A review of the facility's document, "Order Set for Sepsis", revealed an order set and treatment course checklist. Continued review revealed that the categories of sepsis are separated by suspected/presumed sepsis, severe sepsis normotensive/lactate, severe sepsis/septic shock MAP greater than 65 and/or Lactate greater than four.
A review of the facility's Sepsis 1-hour bundle- Initial Resuscitation for Sepsis and Septic Shock revealed that:
Medical Emergency- Initiate bundle upon recognition of sepsis/septic shock
1. measure lactate level- remeasure if initial lactate is elevated (greater than two)
2. Obtain blood cultures before administering antibiotics
3. Administer broad spectrum of antibiotics
4. Begin rapid administration of 30 mL/kg crystalloid for hypotension or lactate greater than or equal to four.
5. Apply vasopressors if hypotensive during or after fluid resuscitation to maintain a mean arterial pressure greater than or equal 65 mm Hg
A review of the facility's Sepsis three-hour Bundle revealed that within three hours, a patient should receive antibiotics and normal saline bolus, lactic acid STAT, and blood cultures.

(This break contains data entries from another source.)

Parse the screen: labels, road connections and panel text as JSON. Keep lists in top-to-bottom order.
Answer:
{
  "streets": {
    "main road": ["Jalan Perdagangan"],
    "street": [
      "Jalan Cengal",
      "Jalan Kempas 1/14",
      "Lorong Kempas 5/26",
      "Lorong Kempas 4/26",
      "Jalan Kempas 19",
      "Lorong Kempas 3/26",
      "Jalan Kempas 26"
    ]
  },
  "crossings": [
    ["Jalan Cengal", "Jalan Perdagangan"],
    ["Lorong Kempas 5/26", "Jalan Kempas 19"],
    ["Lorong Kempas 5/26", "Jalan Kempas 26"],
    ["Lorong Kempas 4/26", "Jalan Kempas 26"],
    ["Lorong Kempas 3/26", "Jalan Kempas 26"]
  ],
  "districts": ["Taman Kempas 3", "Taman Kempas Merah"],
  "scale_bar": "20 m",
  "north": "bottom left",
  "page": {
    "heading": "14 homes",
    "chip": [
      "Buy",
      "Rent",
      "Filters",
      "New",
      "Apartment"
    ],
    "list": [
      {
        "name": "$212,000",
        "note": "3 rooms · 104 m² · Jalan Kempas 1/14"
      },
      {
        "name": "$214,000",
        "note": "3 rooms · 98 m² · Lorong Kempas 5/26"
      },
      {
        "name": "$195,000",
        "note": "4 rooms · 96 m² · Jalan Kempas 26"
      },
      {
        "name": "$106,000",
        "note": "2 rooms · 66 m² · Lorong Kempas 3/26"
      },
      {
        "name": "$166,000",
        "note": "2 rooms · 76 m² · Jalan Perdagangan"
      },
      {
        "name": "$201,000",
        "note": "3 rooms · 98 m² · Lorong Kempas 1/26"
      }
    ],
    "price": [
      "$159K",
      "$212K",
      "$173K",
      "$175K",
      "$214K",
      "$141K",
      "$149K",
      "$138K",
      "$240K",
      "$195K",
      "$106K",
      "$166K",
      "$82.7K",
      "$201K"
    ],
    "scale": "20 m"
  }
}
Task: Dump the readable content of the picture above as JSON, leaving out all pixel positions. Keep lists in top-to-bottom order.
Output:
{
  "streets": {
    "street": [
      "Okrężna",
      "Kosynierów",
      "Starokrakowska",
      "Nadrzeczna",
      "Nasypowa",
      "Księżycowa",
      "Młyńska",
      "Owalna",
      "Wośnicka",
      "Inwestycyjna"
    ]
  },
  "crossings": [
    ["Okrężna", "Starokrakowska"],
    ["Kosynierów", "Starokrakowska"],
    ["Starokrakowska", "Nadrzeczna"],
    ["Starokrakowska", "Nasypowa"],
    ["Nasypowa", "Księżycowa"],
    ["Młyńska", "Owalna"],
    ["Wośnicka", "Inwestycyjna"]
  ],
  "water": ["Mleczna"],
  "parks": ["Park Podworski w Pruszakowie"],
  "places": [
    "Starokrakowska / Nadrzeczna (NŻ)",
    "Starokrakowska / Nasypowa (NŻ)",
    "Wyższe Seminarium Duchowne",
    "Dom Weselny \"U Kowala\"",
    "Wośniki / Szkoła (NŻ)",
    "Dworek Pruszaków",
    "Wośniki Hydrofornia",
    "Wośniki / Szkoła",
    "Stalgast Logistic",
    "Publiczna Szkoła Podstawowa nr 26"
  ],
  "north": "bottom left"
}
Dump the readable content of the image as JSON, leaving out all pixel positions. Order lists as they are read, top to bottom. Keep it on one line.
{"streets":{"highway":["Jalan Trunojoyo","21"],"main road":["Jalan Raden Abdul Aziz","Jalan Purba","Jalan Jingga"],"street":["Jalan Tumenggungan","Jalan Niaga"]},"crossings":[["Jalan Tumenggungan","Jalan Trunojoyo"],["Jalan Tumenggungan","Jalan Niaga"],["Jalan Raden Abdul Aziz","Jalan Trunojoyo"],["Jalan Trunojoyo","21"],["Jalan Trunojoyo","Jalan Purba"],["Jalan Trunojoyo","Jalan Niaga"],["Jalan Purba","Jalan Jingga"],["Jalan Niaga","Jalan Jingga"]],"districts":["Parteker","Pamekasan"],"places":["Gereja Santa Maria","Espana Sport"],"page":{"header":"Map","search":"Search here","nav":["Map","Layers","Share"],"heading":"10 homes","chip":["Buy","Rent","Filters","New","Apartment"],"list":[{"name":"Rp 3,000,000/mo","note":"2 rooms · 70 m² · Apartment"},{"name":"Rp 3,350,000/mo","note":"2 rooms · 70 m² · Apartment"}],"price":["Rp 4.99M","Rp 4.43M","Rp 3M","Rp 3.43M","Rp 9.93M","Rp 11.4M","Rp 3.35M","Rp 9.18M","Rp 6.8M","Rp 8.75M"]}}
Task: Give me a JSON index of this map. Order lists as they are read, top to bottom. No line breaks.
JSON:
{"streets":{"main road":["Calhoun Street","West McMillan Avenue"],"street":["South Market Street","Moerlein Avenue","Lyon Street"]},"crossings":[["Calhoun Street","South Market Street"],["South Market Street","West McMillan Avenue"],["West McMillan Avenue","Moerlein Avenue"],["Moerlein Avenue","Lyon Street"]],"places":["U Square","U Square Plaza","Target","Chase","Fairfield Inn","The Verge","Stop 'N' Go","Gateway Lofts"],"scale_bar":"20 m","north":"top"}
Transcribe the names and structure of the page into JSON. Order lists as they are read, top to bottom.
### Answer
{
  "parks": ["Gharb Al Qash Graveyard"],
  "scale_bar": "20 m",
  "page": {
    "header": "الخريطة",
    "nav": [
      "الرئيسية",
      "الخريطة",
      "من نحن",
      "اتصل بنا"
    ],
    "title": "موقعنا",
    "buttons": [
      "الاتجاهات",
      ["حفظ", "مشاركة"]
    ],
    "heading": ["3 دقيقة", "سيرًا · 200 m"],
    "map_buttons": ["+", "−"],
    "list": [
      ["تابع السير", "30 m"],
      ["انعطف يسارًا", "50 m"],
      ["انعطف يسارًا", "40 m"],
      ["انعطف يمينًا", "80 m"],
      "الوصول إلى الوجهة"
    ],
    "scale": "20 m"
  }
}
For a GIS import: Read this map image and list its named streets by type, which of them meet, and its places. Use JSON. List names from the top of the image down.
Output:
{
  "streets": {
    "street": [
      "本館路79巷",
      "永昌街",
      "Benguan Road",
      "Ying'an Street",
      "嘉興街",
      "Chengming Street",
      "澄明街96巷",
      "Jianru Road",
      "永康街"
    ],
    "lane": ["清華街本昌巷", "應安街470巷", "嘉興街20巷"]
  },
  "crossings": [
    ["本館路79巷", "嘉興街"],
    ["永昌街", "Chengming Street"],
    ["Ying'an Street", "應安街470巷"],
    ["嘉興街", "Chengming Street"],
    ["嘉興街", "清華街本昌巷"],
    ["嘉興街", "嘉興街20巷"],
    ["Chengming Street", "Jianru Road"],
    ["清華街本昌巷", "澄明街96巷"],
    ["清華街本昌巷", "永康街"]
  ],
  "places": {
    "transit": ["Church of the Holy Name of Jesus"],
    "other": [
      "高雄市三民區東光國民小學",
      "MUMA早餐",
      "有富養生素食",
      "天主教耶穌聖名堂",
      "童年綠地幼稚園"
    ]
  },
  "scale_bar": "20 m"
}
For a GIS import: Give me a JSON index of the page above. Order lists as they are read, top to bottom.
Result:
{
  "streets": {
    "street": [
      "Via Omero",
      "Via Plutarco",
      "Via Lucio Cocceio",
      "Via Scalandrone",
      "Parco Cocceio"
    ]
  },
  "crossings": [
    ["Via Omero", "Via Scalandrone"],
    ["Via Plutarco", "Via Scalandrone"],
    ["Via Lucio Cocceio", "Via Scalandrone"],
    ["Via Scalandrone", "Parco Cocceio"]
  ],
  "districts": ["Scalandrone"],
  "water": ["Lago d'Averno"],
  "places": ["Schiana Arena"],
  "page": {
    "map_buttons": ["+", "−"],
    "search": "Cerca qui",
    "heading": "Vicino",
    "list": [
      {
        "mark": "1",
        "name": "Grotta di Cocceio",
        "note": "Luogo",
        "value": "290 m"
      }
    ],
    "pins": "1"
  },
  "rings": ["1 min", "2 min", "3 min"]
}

A review of the facility's policy titled, "Piedmont Henry Hospital Emergency Department Patient Assessment and Reassessment Policy", policy #10603466, last revised 10/22/21, revealed that the purpose of the policy was to establish guidelines for assessing and reassessing patients who present to the emergency department (ED).
Continued review revealed, Definitions:
Assessment - the collection/interpretation of data for the purpose of matching an individual's need with the appropriate setting, care level, or intervention. Assessments are completed upon admission to the hospital at a variety of entry points and continued throughout the hospital stay. In the ED, an assessment is performed based on the patient's acuity upon arrival and their chief complaint.
Continued review revealed, Procedure, Triage:
The purpose of the triage is to prioritize incoming patients and identify those patients who cannot wait to be seen. The Emergency Severity Index (ESI) is used to determine which patient prioritization and determine what resources are necessary in order to determine an ED disposition. Triage level can be changed to a higher acuity but not downgraded. A final assessment/reassessment will occur within 60 minutes of discharge, admission to a unit, or transfer to another hospital. Frequency of reassessments are based on ESI level.
ESI level two: high-risk situation, confused/lethargic, disoriented, severe pain/distress, abnormal vital signs. Frequency of reassessment is every two hours and components to include full vital signs (heart rate, blood pressure, O2 saturation, respiratory rate, pain score), note patients general appearance, and mental status.
ESI level three: considered stable, but requires therapeutic observation or treatment and require two or more resources. Frequency of reassessment is every four hours and components to include full vital signs (heart rate, blood pressure, O2 saturation, respiratory rate, pain score), note patients general appearance, and mental status.
Continued review revealed, Responsibilities:
Triage Nurse
" Provide the initial assessment of the patient in relation to the patient's acuity and chief complaint.
" Perform all reassessments for the patients that are in the waiting room waiting.
" Primary personnel responsible for monitoring the waiting room dashboard to ensure that patients are receiving timely reassessments in coordination with the department's Flow Coordinator.
Charge Nurse/Flow Coordinator
" Assist in the flow and coordination of patients and providers.
" Tertiary personnel monitoring the waiting room dashboard to ensure that patients are getting the care they require.
Triage Provider
" Assist with reassessments as needed by the triage nurse.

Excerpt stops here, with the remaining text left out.